*AIM OF THE EXERCISE*. Copy, from the data below, each line that has the word "Polna".

*DATASET ENTRIES*.
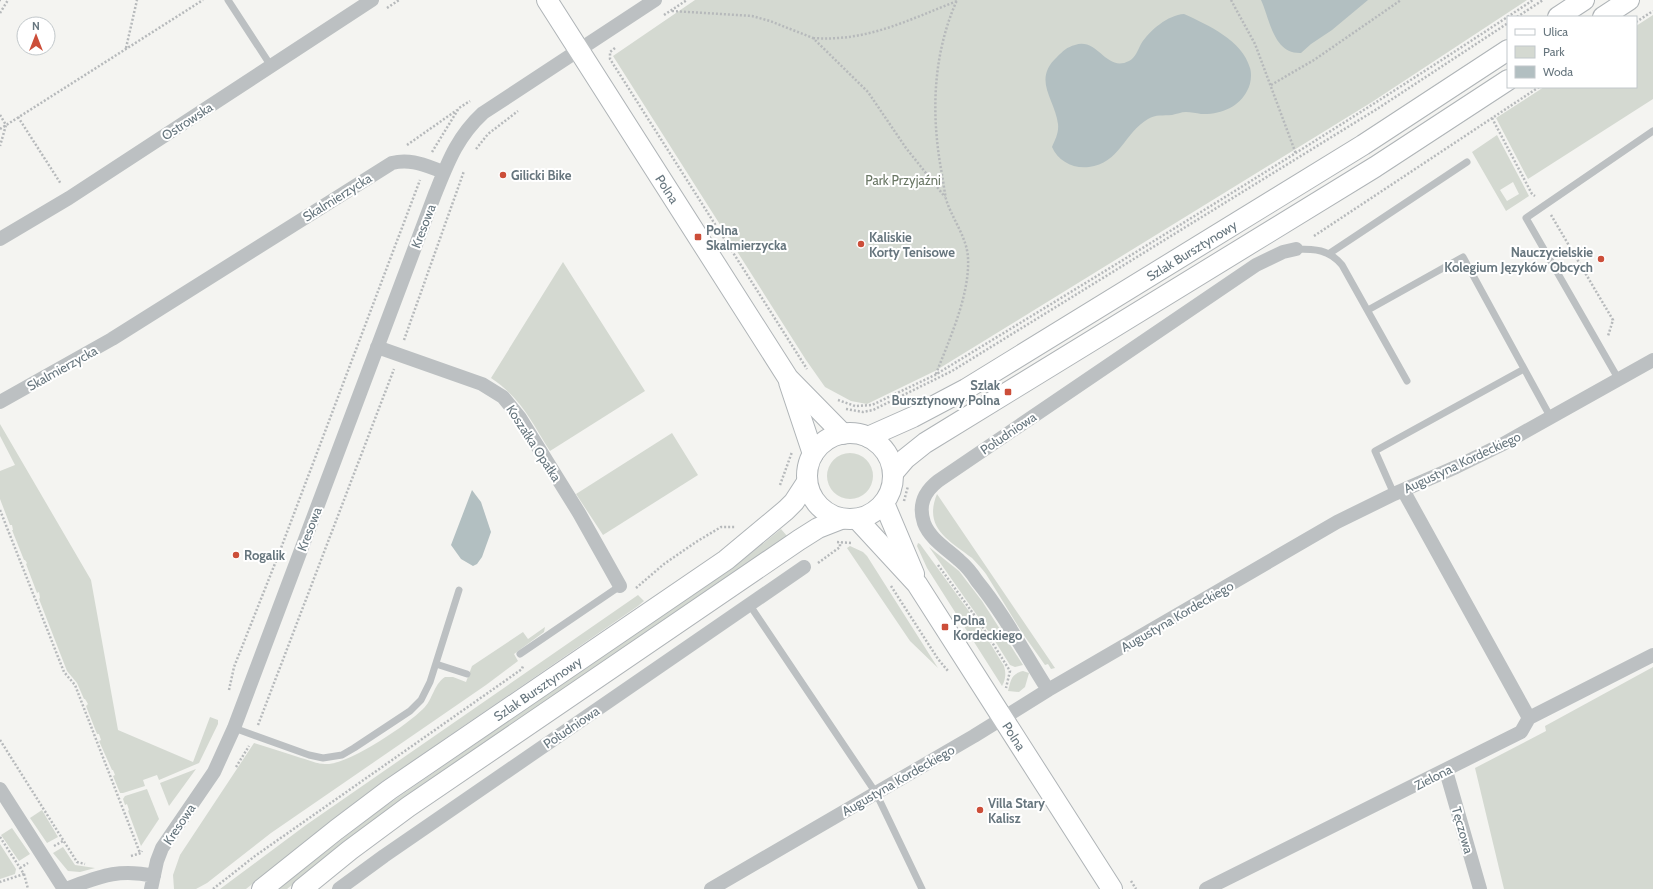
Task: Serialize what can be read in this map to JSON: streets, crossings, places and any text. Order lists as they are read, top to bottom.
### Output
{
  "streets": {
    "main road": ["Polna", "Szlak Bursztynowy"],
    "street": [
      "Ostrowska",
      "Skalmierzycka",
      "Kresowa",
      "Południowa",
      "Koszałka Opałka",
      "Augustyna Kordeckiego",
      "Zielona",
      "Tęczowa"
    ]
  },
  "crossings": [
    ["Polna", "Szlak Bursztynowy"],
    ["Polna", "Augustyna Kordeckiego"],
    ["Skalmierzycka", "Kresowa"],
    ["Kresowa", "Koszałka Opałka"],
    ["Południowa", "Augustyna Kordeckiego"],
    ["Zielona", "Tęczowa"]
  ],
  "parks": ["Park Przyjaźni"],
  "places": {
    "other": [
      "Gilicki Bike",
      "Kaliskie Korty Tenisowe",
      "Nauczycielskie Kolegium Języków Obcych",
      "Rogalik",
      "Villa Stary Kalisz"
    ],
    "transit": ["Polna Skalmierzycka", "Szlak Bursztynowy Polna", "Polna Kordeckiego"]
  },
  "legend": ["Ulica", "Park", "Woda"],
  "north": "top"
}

*EXERCISE ANSWER*.
    "main road": ["Polna", "Szlak Bursztynowy"],
    ["Polna", "Szlak Bursztynowy"],
    ["Polna", "Augustyna Kordeckiego"],
    "transit": ["Polna Skalmierzycka", "Szlak Bursztynowy Polna", "Polna Kordeckiego"]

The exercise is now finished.